The equation of sphere is ${\left(x-7\right)}^2+{\left(y-1\right)}^2+{\left(z-2\right)}^2=19$ . The graph of sphere and xz-plane is shown in Figure-2.

Explanation of Solution

Given information:

The end points of the diameter of the sphere are $A\left(8,-2,5\right)$ and $B\left(6,4,-1\right)$

Formulaused:

The midpoint of diameter is the center of the sphere. The coordinates of mid-point of line segment joining points $\left(x_1,y_1,z_1\right)$ and $\left(x_2,y_2,z_2\right)$ are $x=\frac{x_1+x_2}{2}$ , $y=\frac{y_1+y_2}{2}$ , and $z=\frac{z_1+z_2}{2}$ ,

Calculations:

The end points of diameter of the sphere are $A\left(8,-2,5\right)$ , and $B\left(6,4,-1\right)$ . The midpoint of the diameter is the center $\left(x_C,y_C,z_C\right)$ of the sphere given by

  

  $x_C=\frac{8+6}{2}=7$ , $y_C=\frac{-2+4}{2}=1$ , $z_C=\frac{5-1}{2}=2$ .

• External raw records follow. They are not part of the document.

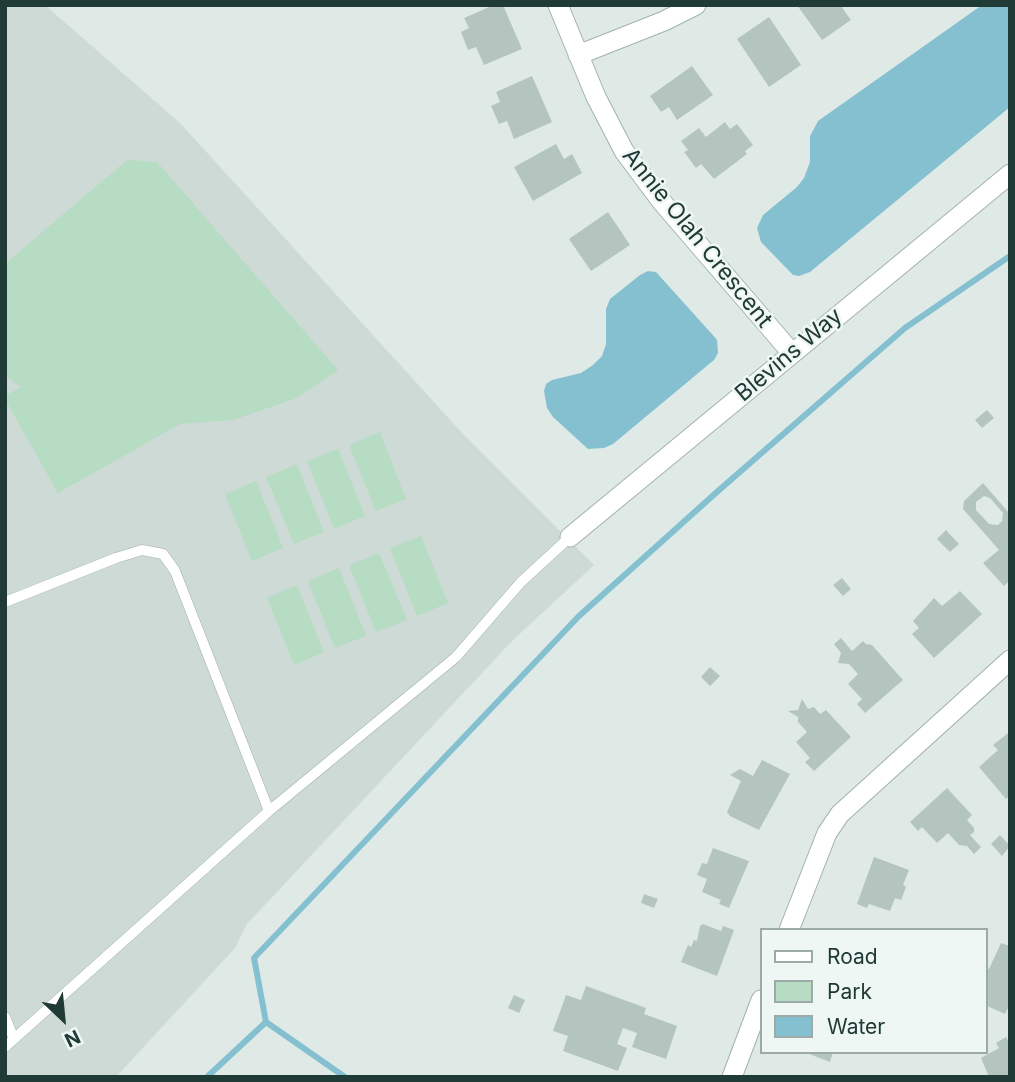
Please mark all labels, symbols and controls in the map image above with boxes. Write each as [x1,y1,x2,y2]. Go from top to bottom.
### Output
street label: Annie Olah Crescent [616,143,778,333]
street label: Blevins Way [730,302,848,408]
legend [760,928,987,1054]
text: Road [827,944,878,969]
text: Park [827,979,872,1004]
north arrow [28,984,98,1054]
text: Water [827,1014,885,1039]
text: N [61,1025,84,1052]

The radius Rof the sphereis $PC=AC=CB$ .

The radius of the sphere $R=AC=\frac{1}{2}AB=\frac{1}{2}\sqrt{{\left(6-8\right)}^2+{\left(4-(-2)\right)}^2+{\left(-1-5\right)}^2}$

  $\Rightarrow R=AC=\frac{1}{2}AB=\frac{1}{2}\sqrt{4+36+36}$

  $\Rightarrow R=\frac{1}{2}\sqrt{76}=\frac{1}{2}2\sqrt{19}=\sqrt{19}$

Let $P\left(x,y,z\right)$ be a point on the sphere then $PA=R$

  $\sqrt{{\left(x-7\right)}^2+{\left(y-1\right)}^2+{\left(z-2\right)}^2}=\sqrt{19}$

  $\Rightarrow {\left(x-7\right)}^2+{\left(y-1\right)}^2+{\left(z-2\right)}^2=19$

Thus, the equation of sphere is ${\left(x-7\right)}^2+{\left(y-1\right)}^2+{\left(z-2\right)}^2=19$ .

The diagram of sphere is shown in Figure (b) here.

  

Conclusion:

The equation of sphere is ${\left(x-7\right)}^2+{\left(y-1\right)}^2+{\left(z-2\right)}^2=19$ . The graph of sphere and xz-plane is shown in Figure-2.